In the aftermath of the terrorist attack in Barcelona, ​​many very useful articles have been published, briefly explaining the origin of the Islamic state and its expansion, which is remarkable since the invasion of Iraq by the US army and its allies, including Spain.

What is important to underline is that over the last forty years it is not the first time that a terrorist Muslim movement has been established and expanded thanks to interventions (many of them military) from the US federal government and other Western governments. Great Britain and France have been two of the most active states that have stimulated the establishment and / or expansion of such movements. And in each case, the purpose of such interventions by Western governments was to eliminate and / or destroy native political forces, many of them progressive, which Western governments considered to be contrary to their interests. The accumulated evidence of this is overwhelming.

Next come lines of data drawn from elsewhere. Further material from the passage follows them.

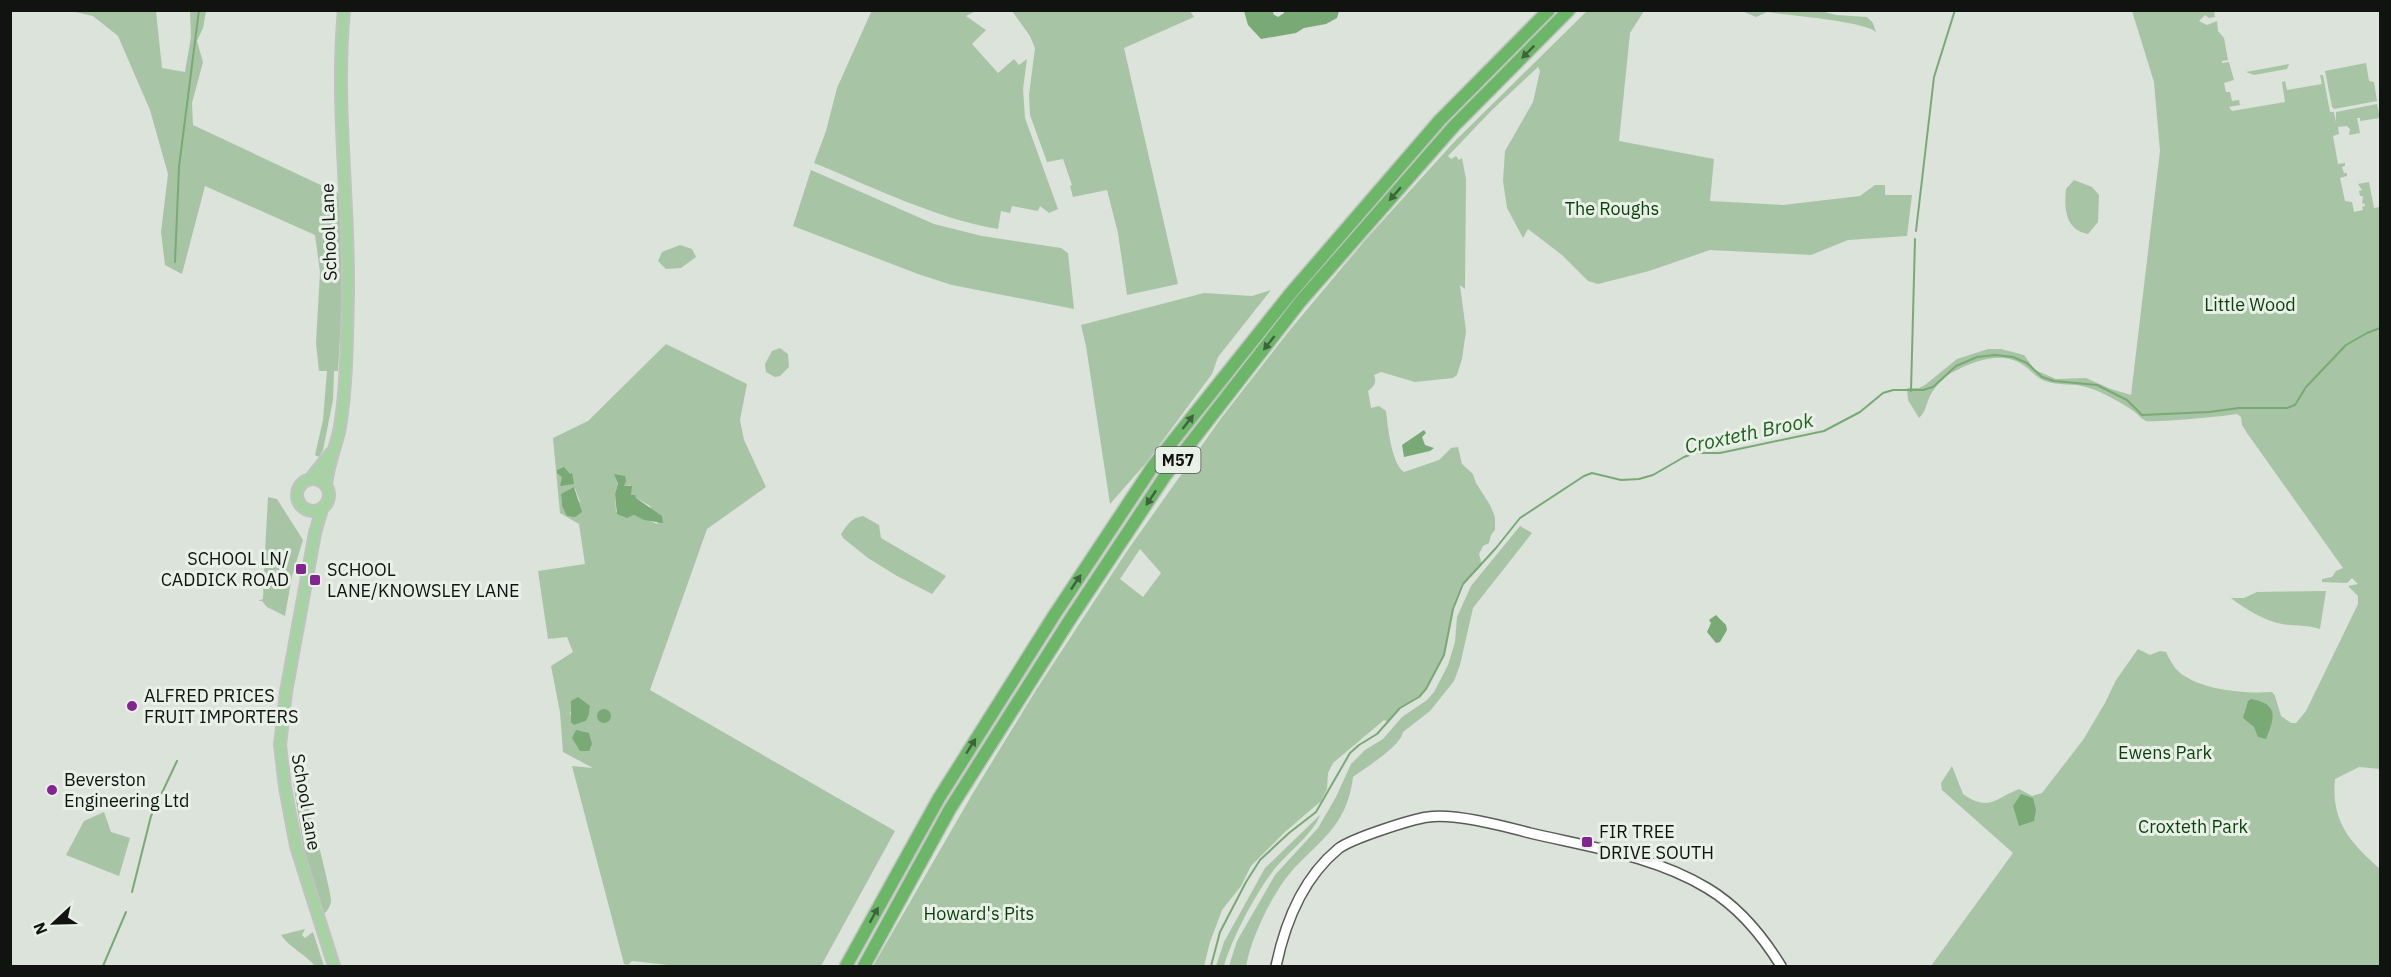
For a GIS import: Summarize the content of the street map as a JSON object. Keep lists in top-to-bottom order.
{
  "streets": {
    "highway": ["M57"],
    "main road": ["School Lane"]
  },
  "water": ["Croxteth Brook"],
  "parks": [
    "The Roughs",
    "Little Wood",
    "Ewens Park",
    "Croxteth Park",
    "Howard's Pits"
  ],
  "places": {
    "transit": ["SCHOOL LN/ CADDICK ROAD", "SCHOOL LANE/KNOWSLEY LANE", "FIR TREE DRIVE SOUTH"],
    "other": ["ALFRED PRICES FRUIT IMPORTERS", "Beverston Engineering Ltd"]
  },
  "north": "left"
}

One of the most well-known recent cases is Afghanistan, where the US government intensively supported, financed and armed the movement created by none other than Osama Bin Laden, which was characterized by its primitivism and religious fanaticism. Oddly enough, Bin Laden was funded by the CIA, an agency of the US federal government. Such a movement, Al Qaeda, considered its number-one enemy to the secular socialist forces – then supported by the Soviet Union – that attempted to make the economic, social and cultural reforms that this country needed to break with its underdevelopment, its poverty and the suffocating and reactionary religious and cultural environment that kept the country in a desperate situation for the vast majority of its population.

It should not be forgotten that it was the US government that helped the expansion of one of the world’s most fanatical and reactionary movements at the time extolled and praised by some members of the US Congress for its deep religiosity. What Washington did not expect was that once the socialist forces had been defeated, Al Qaeda rebelled against its mentors, and initiated a terrorist campaign against the West that reached its height on September 11, with the attack on the Towers Twins.

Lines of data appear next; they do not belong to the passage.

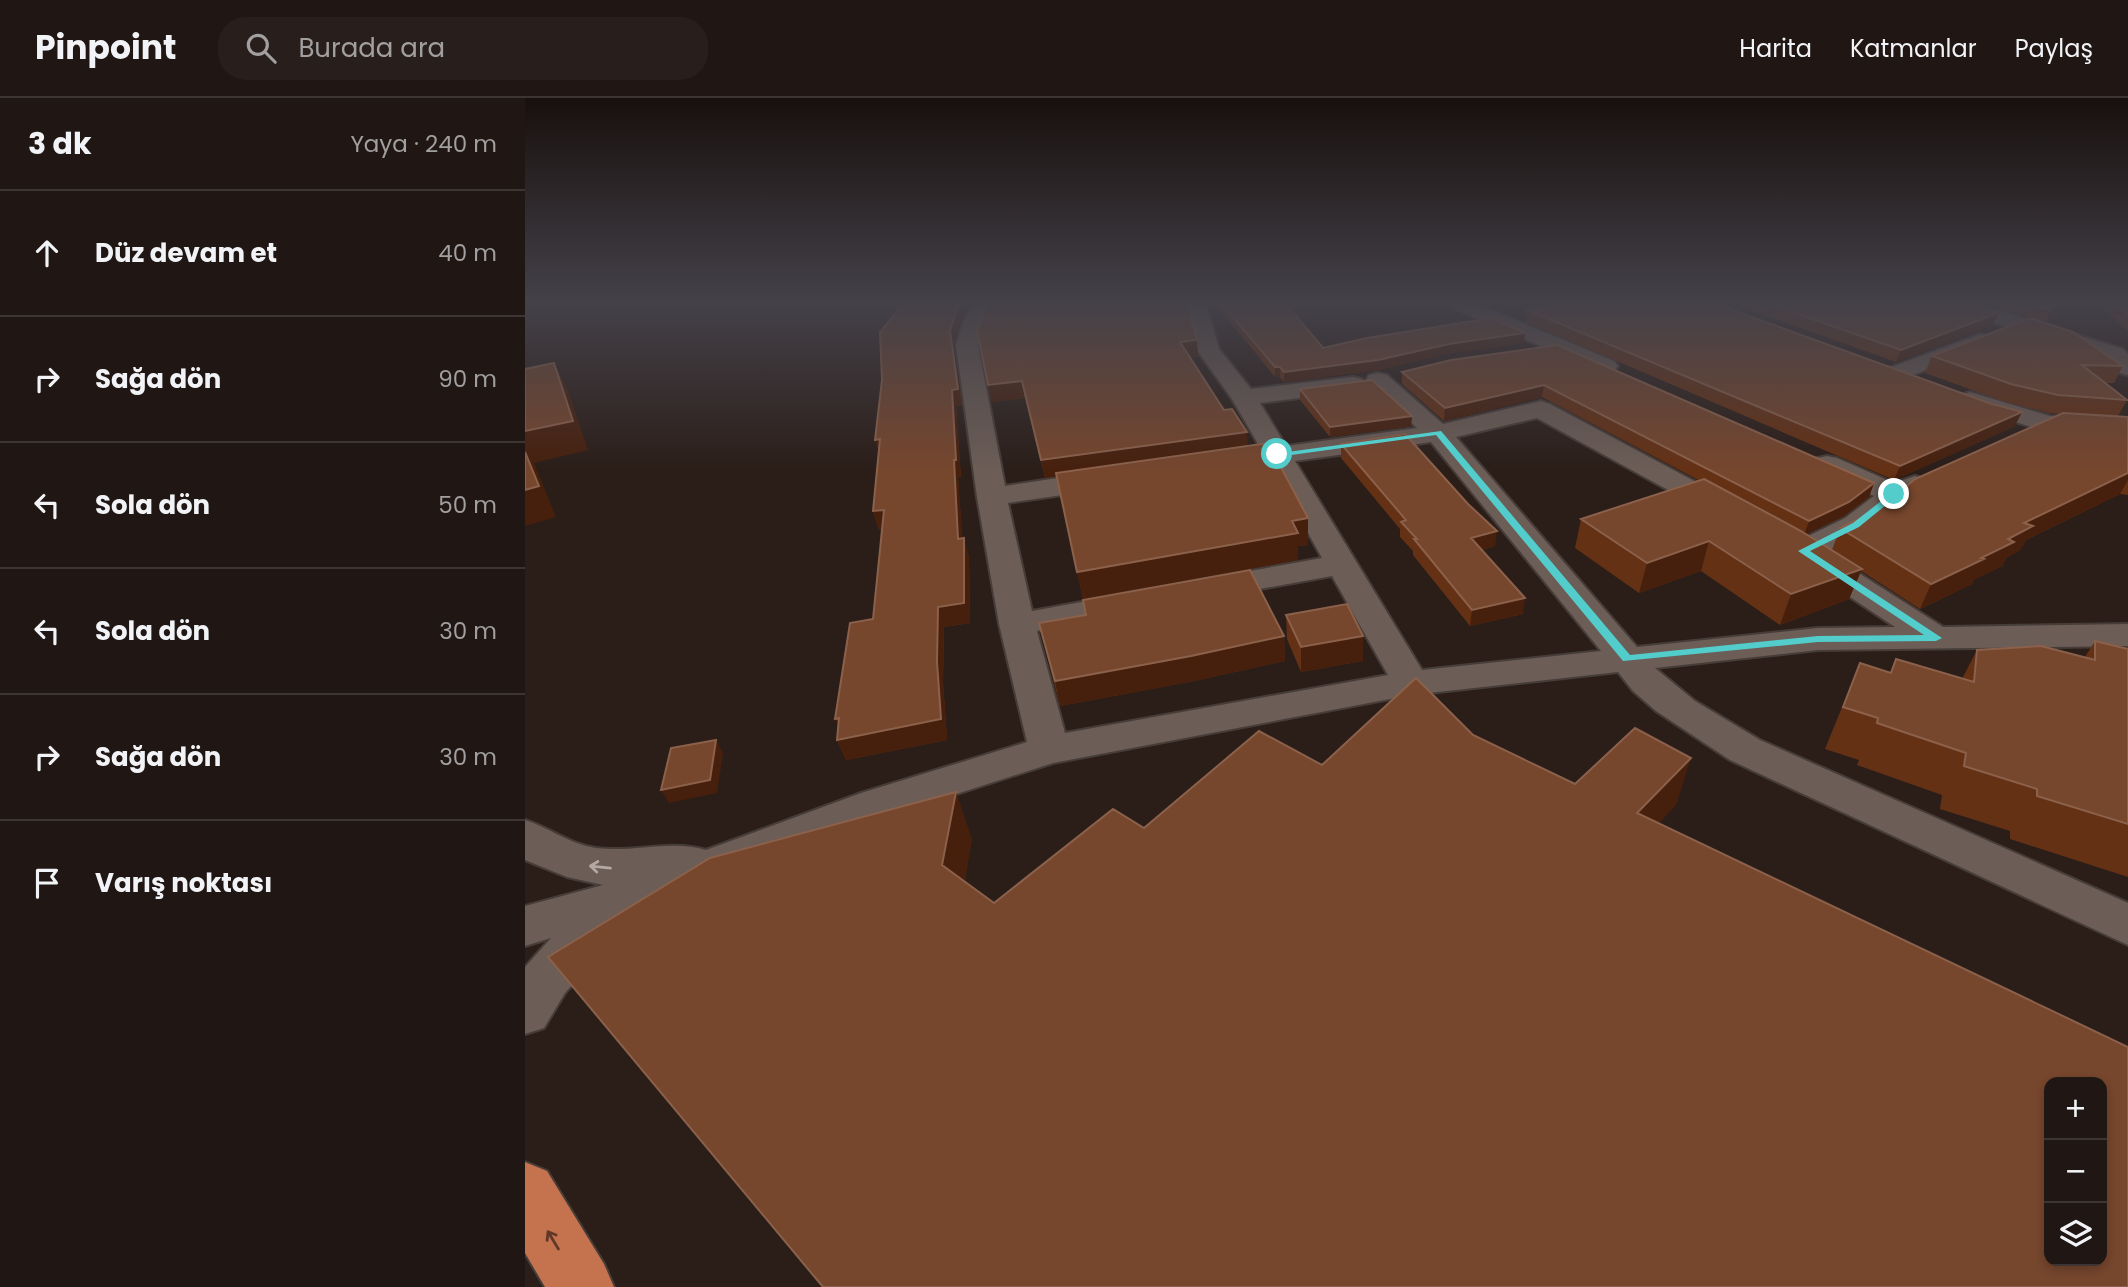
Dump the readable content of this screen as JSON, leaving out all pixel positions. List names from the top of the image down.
{
  "page": {
    "header": "Pinpoint",
    "search": "Burada ara",
    "nav": ["Harita", "Katmanlar", "Paylaş"],
    "heading": ["3 dk", "Yaya · 240 m"],
    "list": [
      ["Düz devam et", "40 m"],
      ["Sağa dön", "90 m"],
      ["Sola dön", "50 m"],
      ["Sola dön", "30 m"],
      ["Sağa dön", "30 m"],
      "Varış noktası"
    ],
    "map_buttons": ["+", "−"]
  }
}
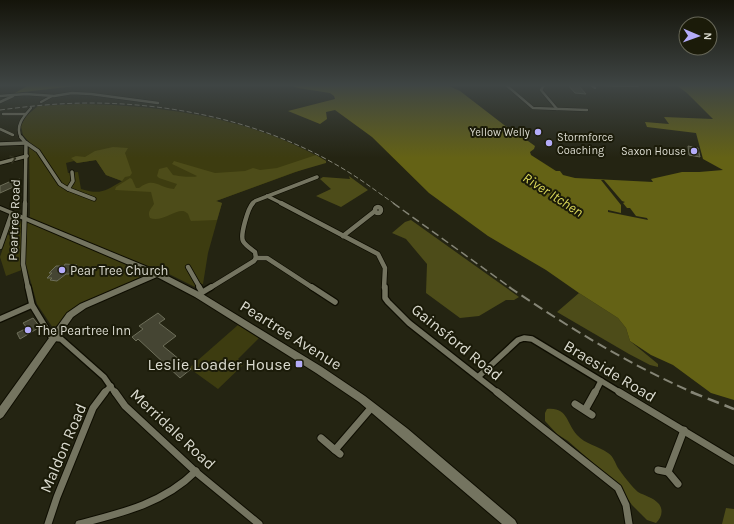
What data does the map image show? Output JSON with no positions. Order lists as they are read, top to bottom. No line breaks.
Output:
{"streets":{"street":["Peartree Road","Peartree Avenue","Gainsford Road","Braeside Road","Merridale Road","Maldon Road"]},"crossings":[["Peartree Road","Peartree Avenue"],["Peartree Road","Merridale Road"],["Gainsford Road","Braeside Road"],["Merridale Road","Maldon Road"]],"water":["River Itchen"],"places":{"other":["Yellow Welly","Stormforce Coaching","Saxon House","Pear Tree Church","The Peartree Inn"],"transit":["Leslie Loader House"]},"north":"right"}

But this was just the beginning. Al Qaeda was followed by many other movements, including the jihadists of the Islamic State, who were able to emerge forcefully through the power vacuum created by the fall of Saddam Hussein in Iraq, caused by the US invasion. And a somewhat similar development is happening in Syria, in the attempt to defeat another dictator, President Bashar Al-Assad of Syria. It is the Syrian war that is generating terrorism, predominantly in Europe. This terrorism has also expanded in Libya, where the fall of Colonel Gaddafi – resulting from US military intervention, backed by European allies – has destroyed the north African country, allowing the expansion of ISIS in North Africa. In both Syria and Libya, neither Saddam Hussein nor Colonel Gaddafi represented progressive forces, but they did represent a parapet and curb to the spread of jihadism. It is interesting to note that both had been supported by the US and the Western world when progressive forces attempted to change the country.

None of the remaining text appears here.